Scott Pelley of “60 Minutes” spoke with one former robo-signer, Chris Pendley, a man who had been paid to sign the name “Linda Green” thousands of times over the course of an average workday on mortgage documents.


 “When you came in to Docx on your first day, what did they tell you your job was gonna be?” Pelley asked.


 “They told me that I was gonna be signing documents for using someone else’s name,” Pendley remembered.


 “Did you think there was something strange about that in the beginning?” Pelley asked.


 Yeah, it seemed a little strange. But they told us and they repeatedly told us that everything was above board and it was legal,” Pendley said.


 Pendley told Pelley he had no previous experience in banking, in legal documents, and that there were no requirements for the job.


 “You had to be able to hold a pen?” Pelley remarked.


 “Hold a pen,” he agreed.


 Asked if he understood what these documents were, Pendley said, “Not really” . . . .

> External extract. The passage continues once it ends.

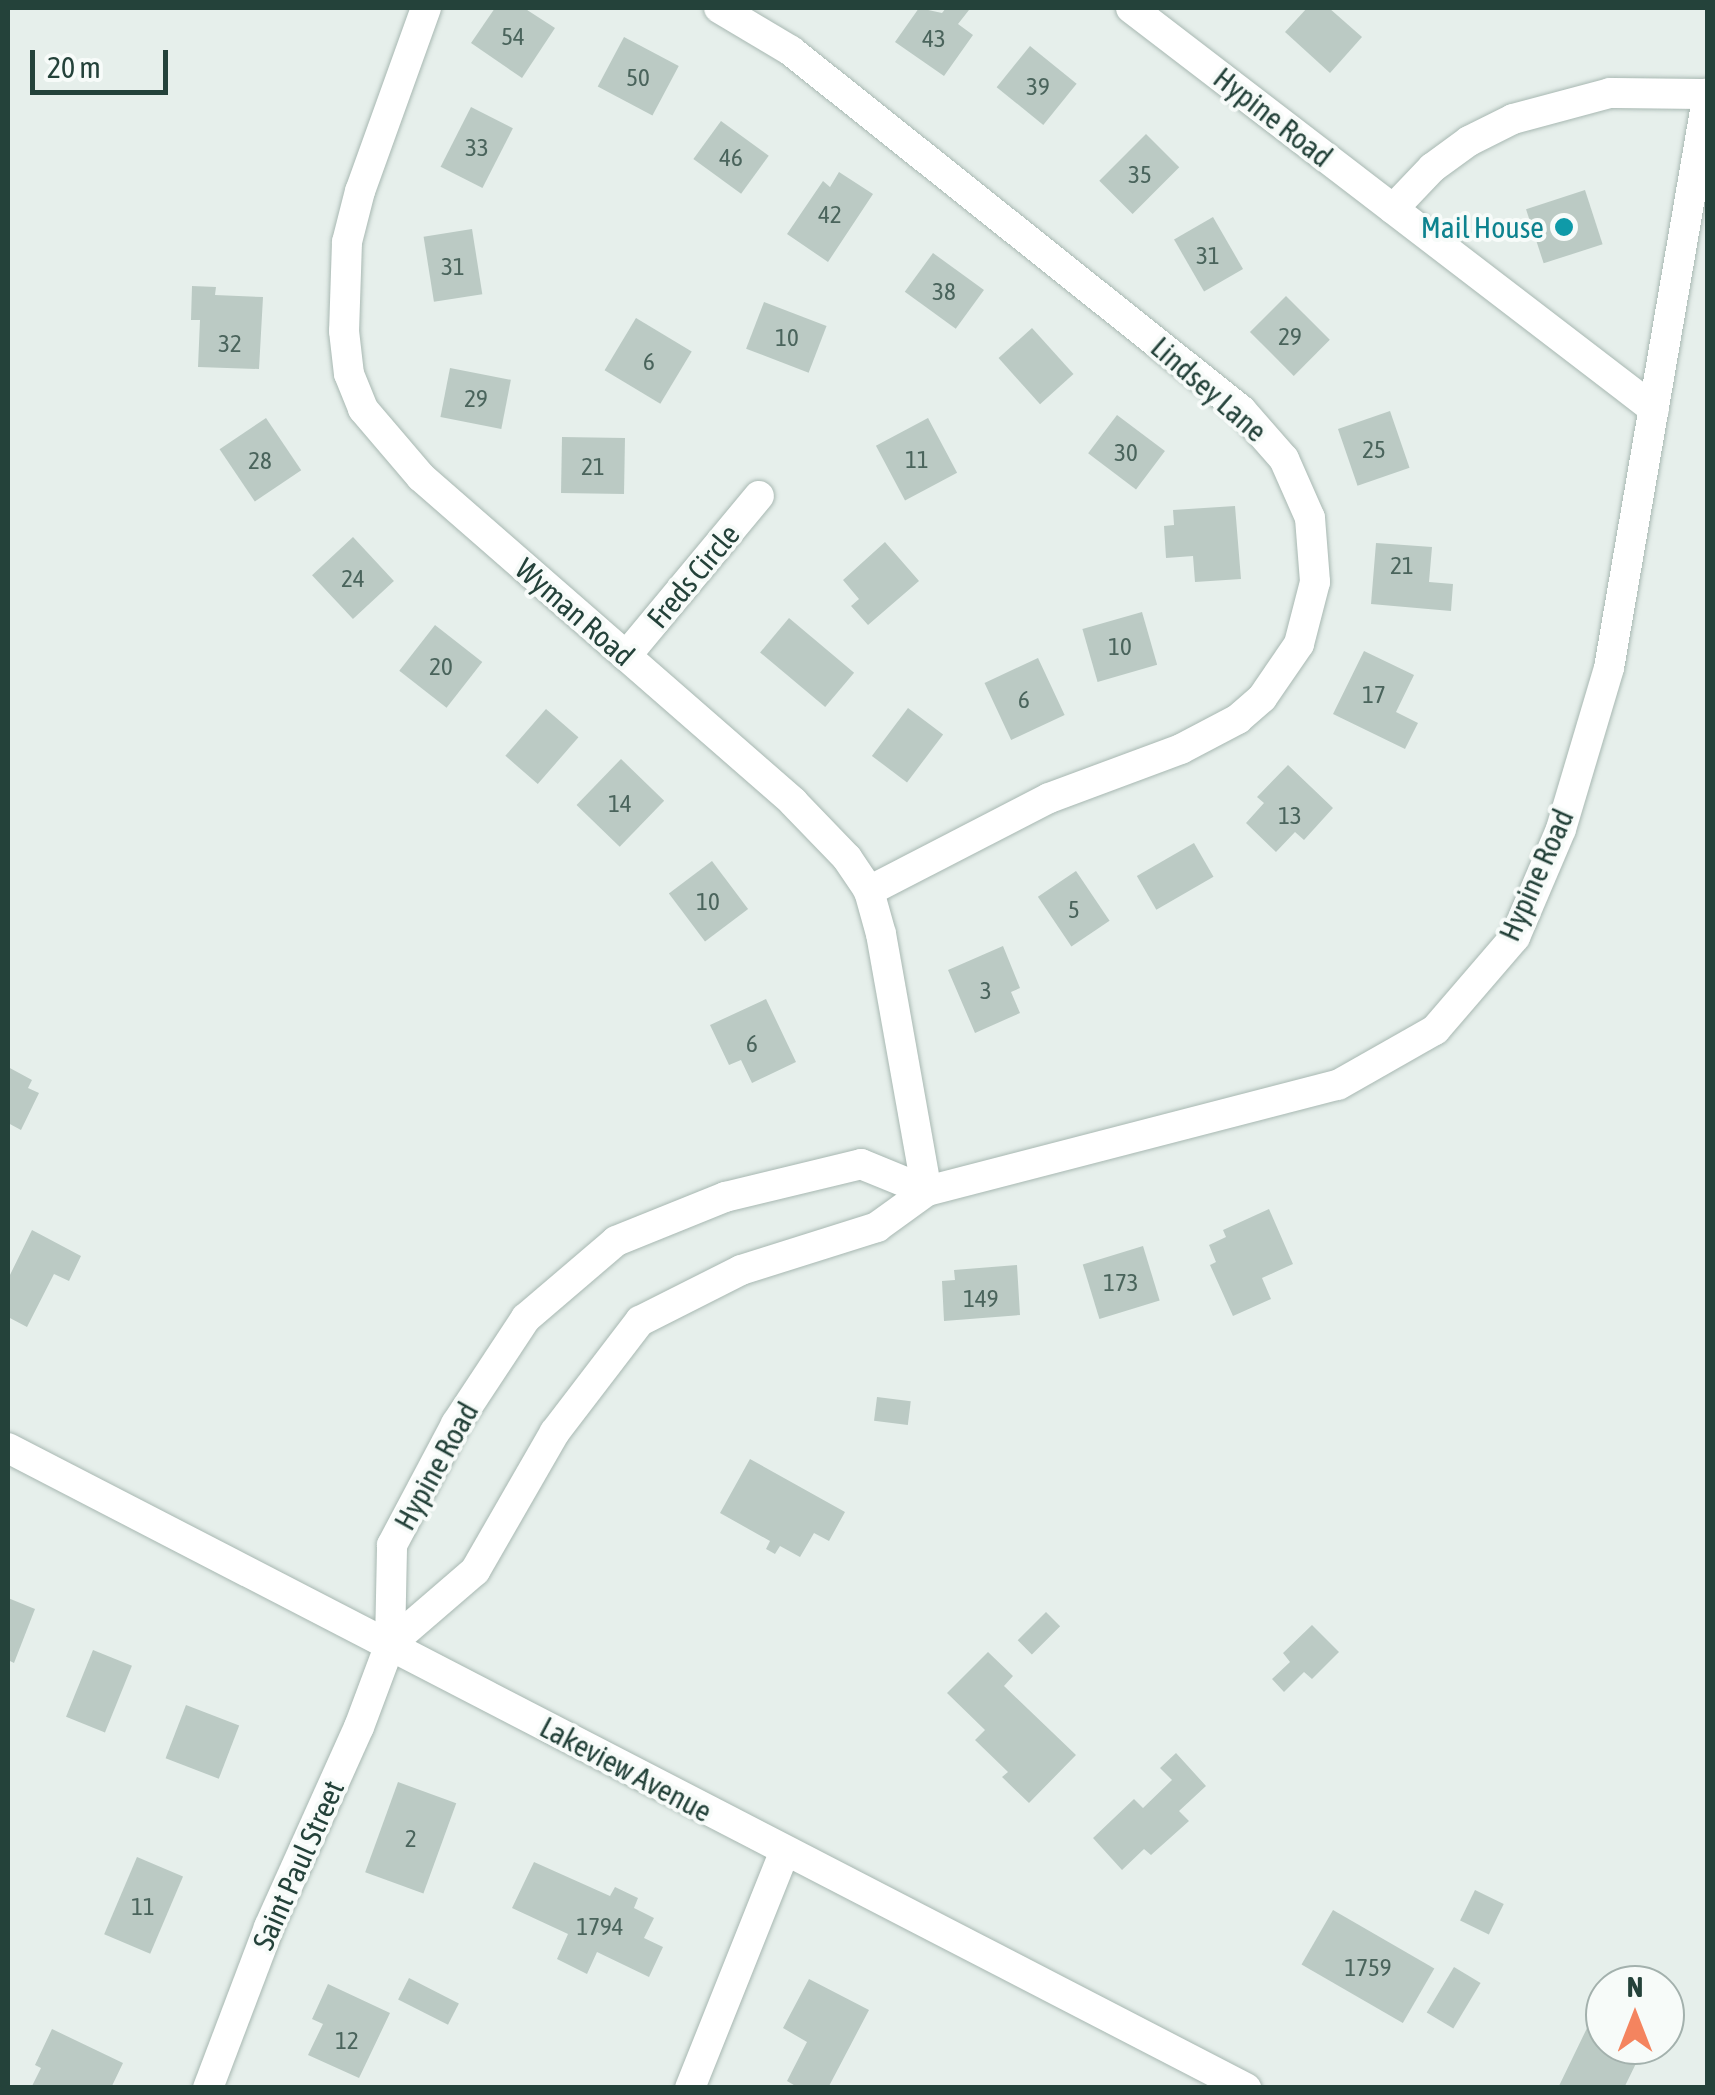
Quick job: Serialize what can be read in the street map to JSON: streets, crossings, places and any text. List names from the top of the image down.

 Pendley showed us how he signed mortgage documents as “Linda Green.” He told us Docx employees had to sign at least 350 an hour. Pendley estimates that he alone did 4,000 a day.
     There was an actual Linda Green, Pendley discovered, but she was no bank president either; she is a former shipping clerk for an auto parts store who was also hired on as a robo-signer at Docx. One plaintiff in a pending lawsuit discovered that Green is named as a vice president for 20 different banks in different mortgage documents, all bearing strikingly different renditions of her signature. She didn’t agree to an on-camera interview, but she told Pelley that the company selected her name because it was short and easy to sign rapidly on the doctored ownership documents.
     All 50 state attorneys general are currently conducting an investigation into the foreclosure mess–including cases that involve forged documents like these. And Shelia Bair, head of the Federal Deposit Insurance Corporation, told CBS she thinks the banks should have to pay billions to set up a compensation fund for those who are being forced to accept foreclosure without proper documentation.
     But if you thought all this might have chilled the banks’ zeal to push struggling borrowers from their homes, think again.
     The footage below from a local news station shows Catherine Lennon, a grandmother from Rochester, New York  being forcibly evicted from her home by a SWAT team.



Lennon has said that though she missed some mortgage payments after her husband died in 2008, she subsequently began making payments again. But because it was her husband’s name, not hers, on the official mortgage documents, Fannie Mae wouldn’t accept her money, and moved her house into foreclosure.
     Federal lawmakers intervened, and Lennon may soon get her house back–she’s been staying in a homeless shelter lately. But countless other Americans who are in similar positions may not be as lucky.